Combination therapy. According to international multicenter studies, the need for combination therapy occurs in 54–70% of patients. Indications for combination therapy are as follows: • Ineffectiveness of monotherapy. Monotherapy with an antihypertensive drug is effective on average in 50% of patients with hypertension (a higher result can be achieved, but then the risk of side effects will increase). To treat the remaining part of the patients, it is necessary to use a combination of two or more antihypertensive drugs • The need for additional protection of target organs, primarily the heart and brain.

Rational combinations of drugs. The most common combination of a diuretic and some other class of drug is used. In some countries, combination therapy with a diuretic is considered a mandatory step in the treatment of hypertension • The most effective combination is a combination of a diuretic and an ACE inhibitor (possibly a fixed combination, for example, capozide, Korenitek) • The combination of a diuretic and an angiotensin II receptor blocker is rational • Approximately the same additive effect has a combination of a diuretic and a beta-blocker (this combination is not the most successful, since both the diuretic and the beta-blocker affect the metabolism of glucose and lipids).

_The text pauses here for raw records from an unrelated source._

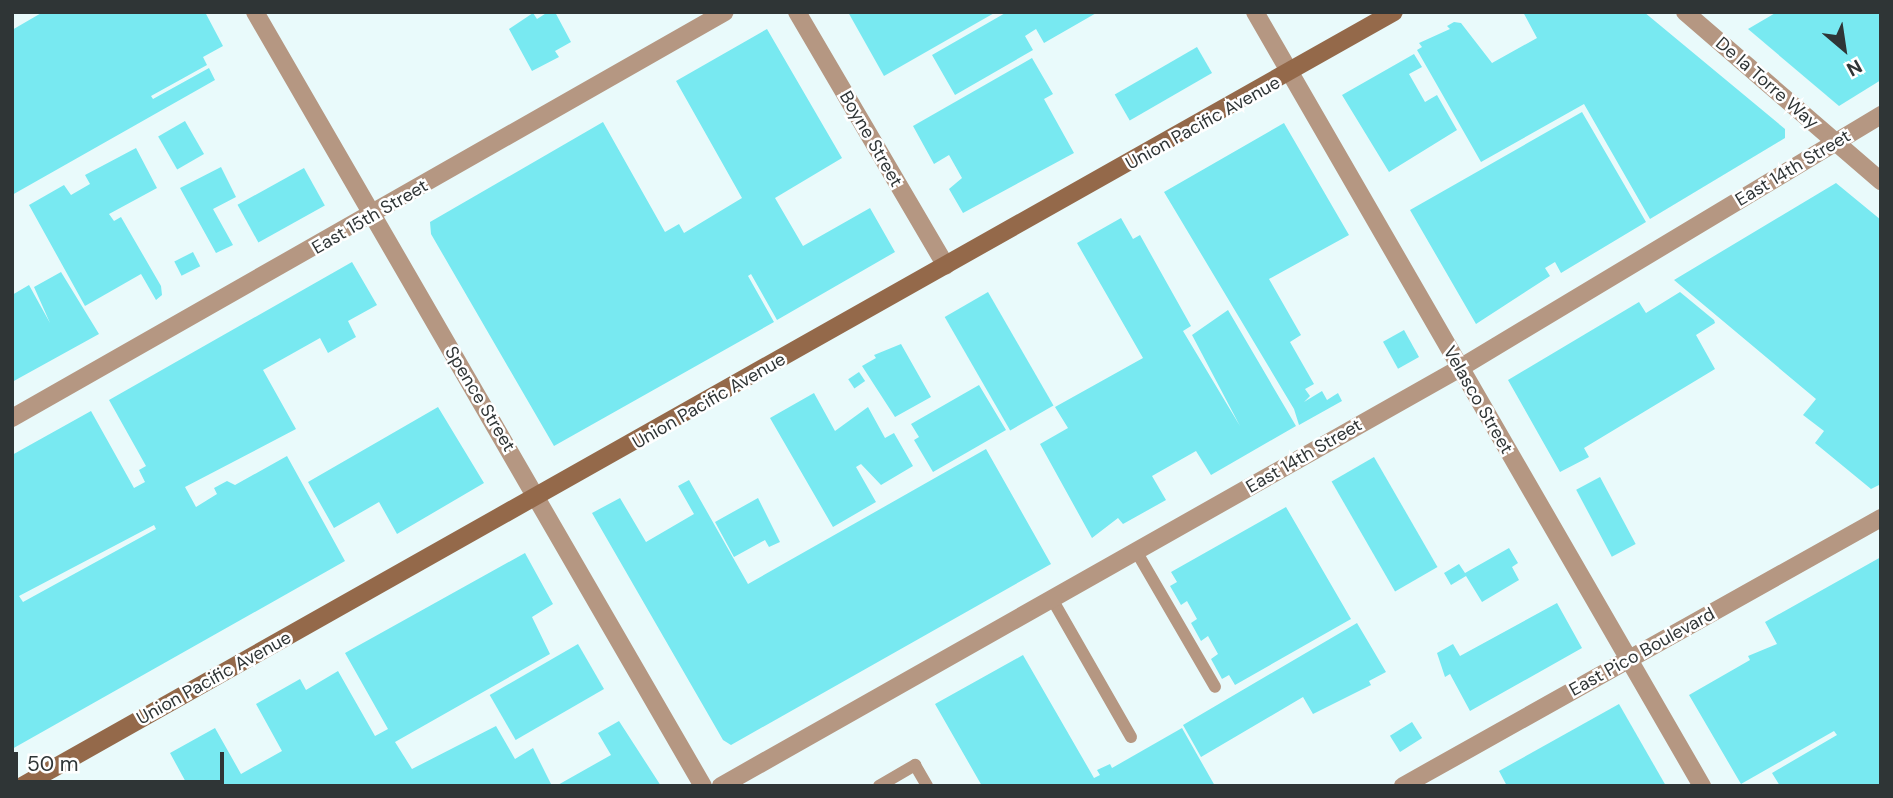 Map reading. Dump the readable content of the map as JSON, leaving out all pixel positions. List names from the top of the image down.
{
  "streets": {
    "street": [
      "De la Torre Way",
      "Union Pacific Avenue",
      "Boyne Street",
      "East 14th Street",
      "East 15th Street",
      "Spence Street",
      "Velasco Street",
      "East Pico Boulevard"
    ]
  },
  "crossings": [
    ["De la Torre Way", "East 14th Street"],
    ["Union Pacific Avenue", "Boyne Street"],
    ["Union Pacific Avenue", "Spence Street"],
    ["Union Pacific Avenue", "Velasco Street"],
    ["East 14th Street", "Velasco Street"],
    ["East 15th Street", "Spence Street"],
    ["Velasco Street", "East Pico Boulevard"]
  ],
  "scale_bar": "50 m",
  "north": "bottom right"
}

Irrational combinations of antihypertensive drugs can lead to both increased side effects and an increase in the cost of treatment if there is no effect. A striking example of an irrational combination is the combination of beta-blockers and slow calcium channel blockers (verapamil, diltiazem), since both groups of drugs worsen both myocardial contractility and AV conduction (increased side effects), while the combination of beta-blockers with dihydropyridines (for example, nifedipine) is positive.

Treatment of certain types of hypertension

• Resistant (refractory) hypertension - the inability to achieve a reduction in blood pressure to target values ​​(less than 140/90 mm Hg) for more than 1 month in patients with hypertension during combination therapy with two or three antihypertensive drugs in sufficient dosages •• To confirm the diagnosis, it is necessary to test all rational combinations of drugs (primarily including diuretics, the combination “ACE inhibitor + slow calcium channel blocker” is also effective), then prescribe a triple combination in a variety of options, then a combination of four drugs (usually minoxidil is used as one of the components) • • One should remember about possible pseudo-resistance, the cause of which may be symptomatic hypertension, non-compliance with the rules of taking medications, inappropriate dosage, irrational combination of drugs, taking alcohol and drugs that increase blood pressure, weight gain, increased blood volume (for example, in heart failure), deliberate administration the patient misleads the doctor (simulation) •• In each case of resistant hypertension, a thorough examination of the patient is necessary, preferably in a specialized hospital to exclude symptomatic hypertension.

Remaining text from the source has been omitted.